I have a system of equations as follow:
For $k,i,j=0,1,2,3,4..... $ $$1) k=3+18ij+11i+5j$$ $$2) k=5+18ij+13i+7j$$ $$3) k=16+18ij+17(i+j)$$ $$4) k=18ij+19i+19j+20$$
the $k$,$i$,$j$ all are integers .. I am interested in all $k$ in a given range where range always begins from 0 up to a known integer (say 1000). Evidently these equations may deliver the same $k$, i.e. we may get duplicates. here are two questions: 1-How could I count all such $k$ excluding repetitions? 2- is there a way to unite all four equations?
Thanks
The four equations might have a universal common equation they arise from.
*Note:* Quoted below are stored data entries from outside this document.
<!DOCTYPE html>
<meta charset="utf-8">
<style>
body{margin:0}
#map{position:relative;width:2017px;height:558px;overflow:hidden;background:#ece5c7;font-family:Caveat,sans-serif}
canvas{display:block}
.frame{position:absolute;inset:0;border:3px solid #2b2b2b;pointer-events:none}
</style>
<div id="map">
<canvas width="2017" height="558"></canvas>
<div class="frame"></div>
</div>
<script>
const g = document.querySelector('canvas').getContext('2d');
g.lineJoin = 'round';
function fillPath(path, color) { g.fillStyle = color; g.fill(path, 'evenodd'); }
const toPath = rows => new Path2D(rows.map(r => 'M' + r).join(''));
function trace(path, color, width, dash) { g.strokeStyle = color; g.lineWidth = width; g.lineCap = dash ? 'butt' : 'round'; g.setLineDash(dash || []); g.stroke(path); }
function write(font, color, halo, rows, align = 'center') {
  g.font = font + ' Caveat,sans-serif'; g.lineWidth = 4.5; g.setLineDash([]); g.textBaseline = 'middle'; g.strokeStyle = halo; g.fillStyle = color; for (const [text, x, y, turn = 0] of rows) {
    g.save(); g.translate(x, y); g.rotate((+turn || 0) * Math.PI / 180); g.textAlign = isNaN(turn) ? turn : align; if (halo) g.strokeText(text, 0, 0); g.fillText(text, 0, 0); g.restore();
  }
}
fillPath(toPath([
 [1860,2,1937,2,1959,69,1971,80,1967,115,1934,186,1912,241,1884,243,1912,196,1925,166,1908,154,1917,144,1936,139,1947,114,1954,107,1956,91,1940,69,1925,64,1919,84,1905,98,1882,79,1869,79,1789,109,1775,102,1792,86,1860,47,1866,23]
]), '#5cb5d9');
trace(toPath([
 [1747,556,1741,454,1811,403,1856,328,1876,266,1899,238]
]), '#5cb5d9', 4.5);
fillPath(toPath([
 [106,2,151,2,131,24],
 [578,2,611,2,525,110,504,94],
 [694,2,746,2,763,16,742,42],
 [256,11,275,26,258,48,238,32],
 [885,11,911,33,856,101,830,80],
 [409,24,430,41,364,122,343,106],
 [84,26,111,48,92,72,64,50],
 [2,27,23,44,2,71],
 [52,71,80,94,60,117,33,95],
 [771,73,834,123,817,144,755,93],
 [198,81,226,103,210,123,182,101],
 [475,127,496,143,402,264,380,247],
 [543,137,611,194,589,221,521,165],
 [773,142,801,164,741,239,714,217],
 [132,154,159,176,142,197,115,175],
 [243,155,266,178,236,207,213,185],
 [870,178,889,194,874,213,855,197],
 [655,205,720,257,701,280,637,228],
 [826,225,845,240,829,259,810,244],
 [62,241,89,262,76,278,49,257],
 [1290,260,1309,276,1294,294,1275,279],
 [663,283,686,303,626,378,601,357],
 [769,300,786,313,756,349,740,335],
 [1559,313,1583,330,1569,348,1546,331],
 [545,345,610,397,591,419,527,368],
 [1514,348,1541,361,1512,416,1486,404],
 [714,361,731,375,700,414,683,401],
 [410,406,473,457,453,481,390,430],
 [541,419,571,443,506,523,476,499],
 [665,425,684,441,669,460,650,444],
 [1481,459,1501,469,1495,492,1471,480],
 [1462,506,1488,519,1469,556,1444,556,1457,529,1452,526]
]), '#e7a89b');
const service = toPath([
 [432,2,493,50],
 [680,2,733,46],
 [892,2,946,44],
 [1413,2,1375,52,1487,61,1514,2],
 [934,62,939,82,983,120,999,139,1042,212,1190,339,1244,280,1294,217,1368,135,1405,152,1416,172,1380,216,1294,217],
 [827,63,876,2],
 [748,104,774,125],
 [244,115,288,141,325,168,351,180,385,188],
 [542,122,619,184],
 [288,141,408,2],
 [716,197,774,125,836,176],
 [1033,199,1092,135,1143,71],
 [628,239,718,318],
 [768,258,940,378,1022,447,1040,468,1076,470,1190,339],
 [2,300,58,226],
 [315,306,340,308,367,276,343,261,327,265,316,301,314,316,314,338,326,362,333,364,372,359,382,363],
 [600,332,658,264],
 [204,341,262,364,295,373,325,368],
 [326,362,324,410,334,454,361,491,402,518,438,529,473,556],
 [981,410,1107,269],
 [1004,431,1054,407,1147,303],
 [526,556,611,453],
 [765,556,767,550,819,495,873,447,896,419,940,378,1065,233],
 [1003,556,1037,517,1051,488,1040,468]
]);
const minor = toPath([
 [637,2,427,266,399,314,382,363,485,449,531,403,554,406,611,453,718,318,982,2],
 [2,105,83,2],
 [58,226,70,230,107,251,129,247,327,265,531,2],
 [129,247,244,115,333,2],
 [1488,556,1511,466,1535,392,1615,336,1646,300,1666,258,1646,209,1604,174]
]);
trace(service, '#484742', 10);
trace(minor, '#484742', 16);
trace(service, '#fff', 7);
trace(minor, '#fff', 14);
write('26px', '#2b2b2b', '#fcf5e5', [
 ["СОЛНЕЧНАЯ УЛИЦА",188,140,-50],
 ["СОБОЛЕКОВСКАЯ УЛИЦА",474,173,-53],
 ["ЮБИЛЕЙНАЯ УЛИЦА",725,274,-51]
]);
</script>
The first two transform as follows:
$$ k=18ab+11a+5b+3\\ 18k=18^2ab-7\cdot 18a+5\cdot 18b-36\\ 18k+1=(18a+5)(18b-7) $$
$$ k=18ab+13a+7b+5\\ 18k=18^2ab-5\cdot 18a+7\cdot 18b-36\\ 18k+1=(18a+7)(18b-5) $$
These two come together to make
$$18k+1=(18a\pm 5)(18b\mp 7)$$
With the other two equations, we do some of the same processes and we get
$$18k+1=(18a\pm 1)(18b\pm 1)$$
The universal equation they come from is along the lines of
$$18k+1=(2a+1)(2b+1)$$
The problem with using this equation is that you get more results on the RHS than on the LHS.
The easy approach is to note that this set of numbers is the count of values of the form $18k+1$ which are not prime, and Dirichlet's theorem on primes in arithmetic progressions can give a good approximation for the value.
To find the complete count of such results, you probably have to manually (with a program) count the set of $k$ results which are unique. With no more than $k=1000$, it may even be possible to count all the $18k+1$ primes by hand.